___ LISTED RECORDS
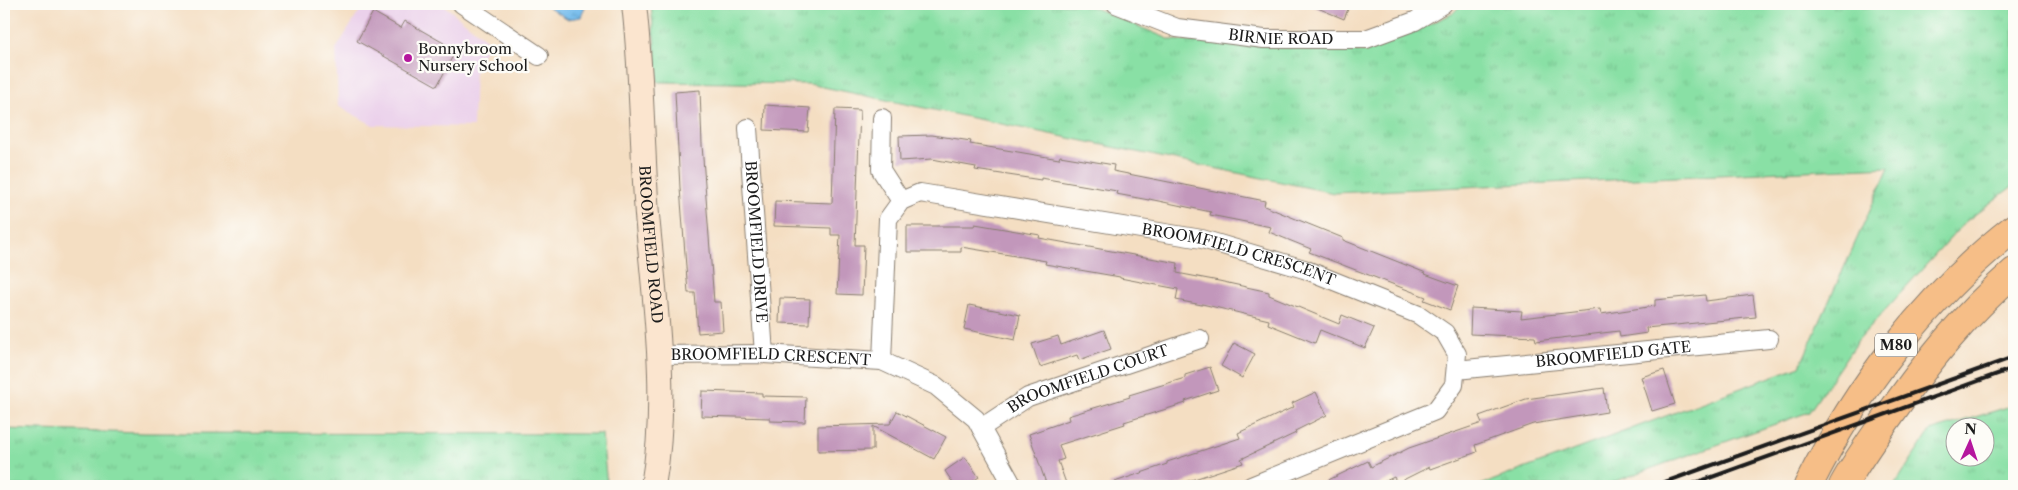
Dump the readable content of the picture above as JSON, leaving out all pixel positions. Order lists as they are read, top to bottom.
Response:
{
  "streets": {
    "highway": ["M80"],
    "street": [
      "BIRNIE ROAD",
      "BROOMFIELD DRIVE",
      "BROOMFIELD ROAD",
      "BROOMFIELD CRESCENT",
      "BROOMFIELD GATE",
      "BROOMFIELD COURT"
    ]
  },
  "crossings": [
    ["BROOMFIELD DRIVE", "BROOMFIELD CRESCENT"],
    ["BROOMFIELD ROAD", "BROOMFIELD CRESCENT"],
    ["BROOMFIELD CRESCENT", "BROOMFIELD GATE"],
    ["BROOMFIELD CRESCENT", "BROOMFIELD COURT"]
  ],
  "places": ["Bonnybroom Nursery School"],
  "north": "top"
}
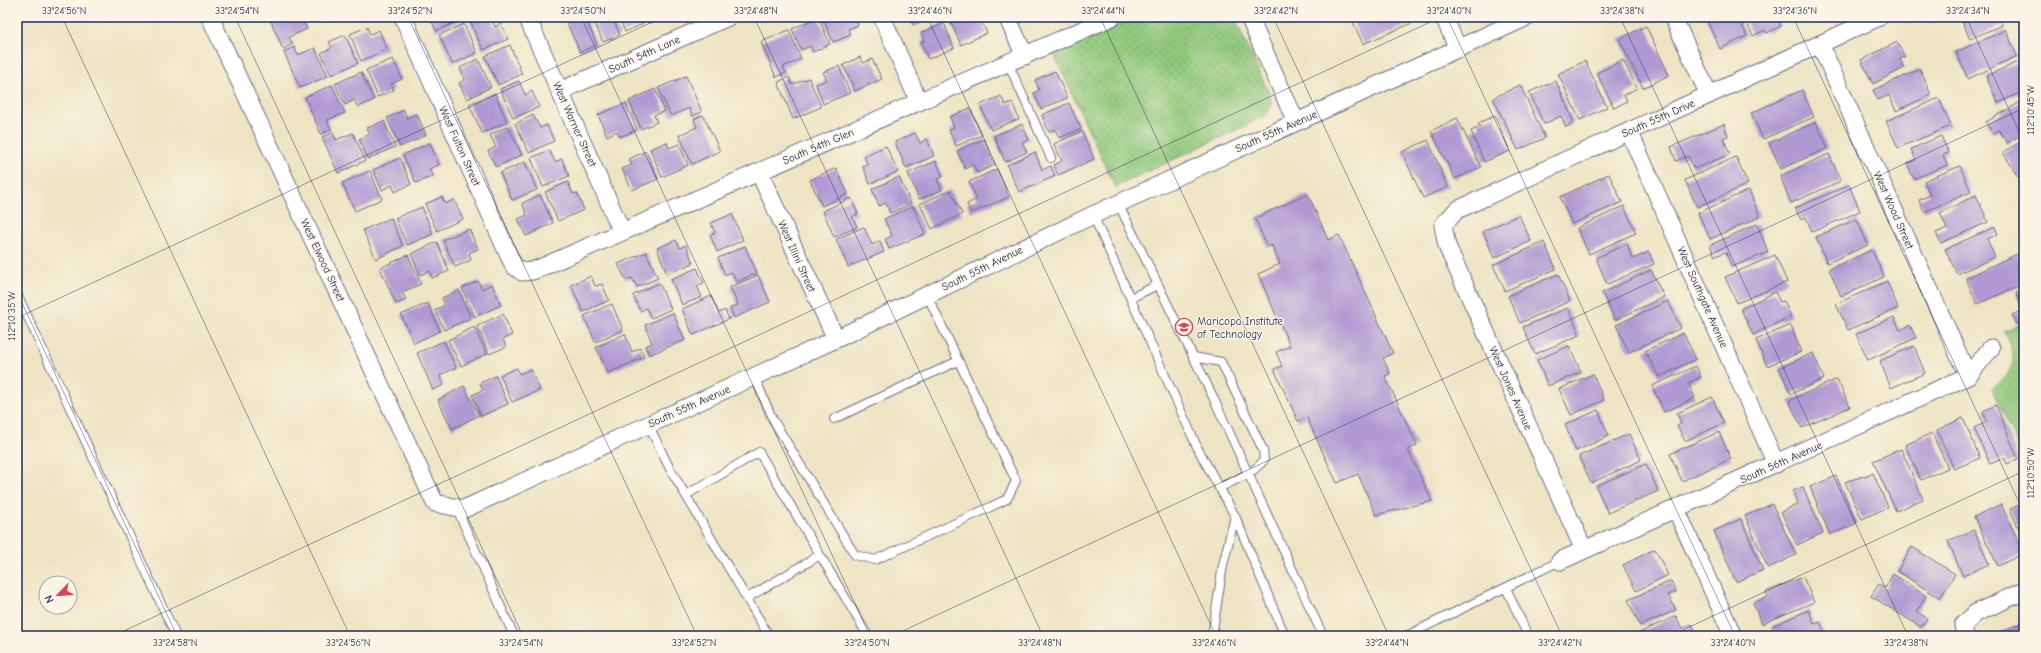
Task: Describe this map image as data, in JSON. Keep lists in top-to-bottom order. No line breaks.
{"streets":{"street":["South 54th Lane","South 55th Drive","West Warner Street","South 55th Avenue","West Fulton Street","South 54th Glen","West Wood Street","West Illini Street","West Elwood Street","West Southgate Avenue","West Jones Avenue","South 56th Avenue"]},"crossings":[["South 54th Lane","West Warner Street"],["South 55th Drive","West Wood Street"],["South 55th Drive","West Southgate Avenue"],["South 55th Drive","West Jones Avenue"],["West Warner Street","South 54th Glen"],["South 55th Avenue","West Illini Street"],["South 55th Avenue","West Elwood Street"],["West Fulton Street","South 54th Glen"],["South 54th Glen","West Illini Street"],["West Wood Street","South 56th Avenue"],["West Southgate Avenue","South 56th Avenue"],["West Jones Avenue","South 56th Avenue"]],"places":{"school or university":["Maricopa Institute of Technology"]},"north":"bottom left","coordinates":["33°24'56\"N","33°24'54\"N","33°24'52\"N","33°24'50\"N","33°24'48\"N","33°24'46\"N","33°24'44\"N","33°24'42\"N","33°24'40\"N","33°24'38\"N","33°24'36\"N","33°24'34\"N","112°10'45\"W","112°10'35\"W","112°10'50\"W","33°24'58\"N"]}
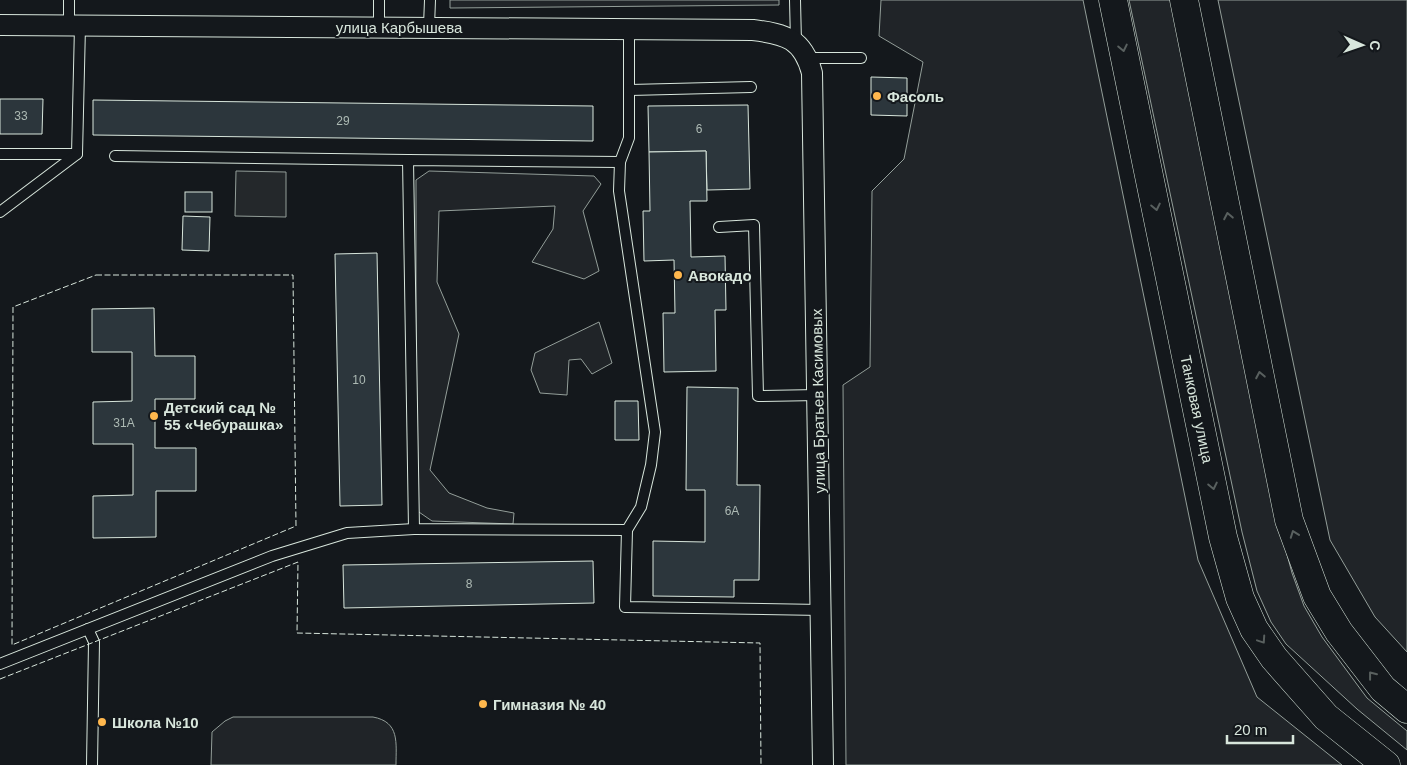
______
**WHAT YOU ARE ASKED TO DO**
Among the lines above, the ones holding the word "JSON" must be counted; only that count is to be given.

**RESPONSE BOX**
2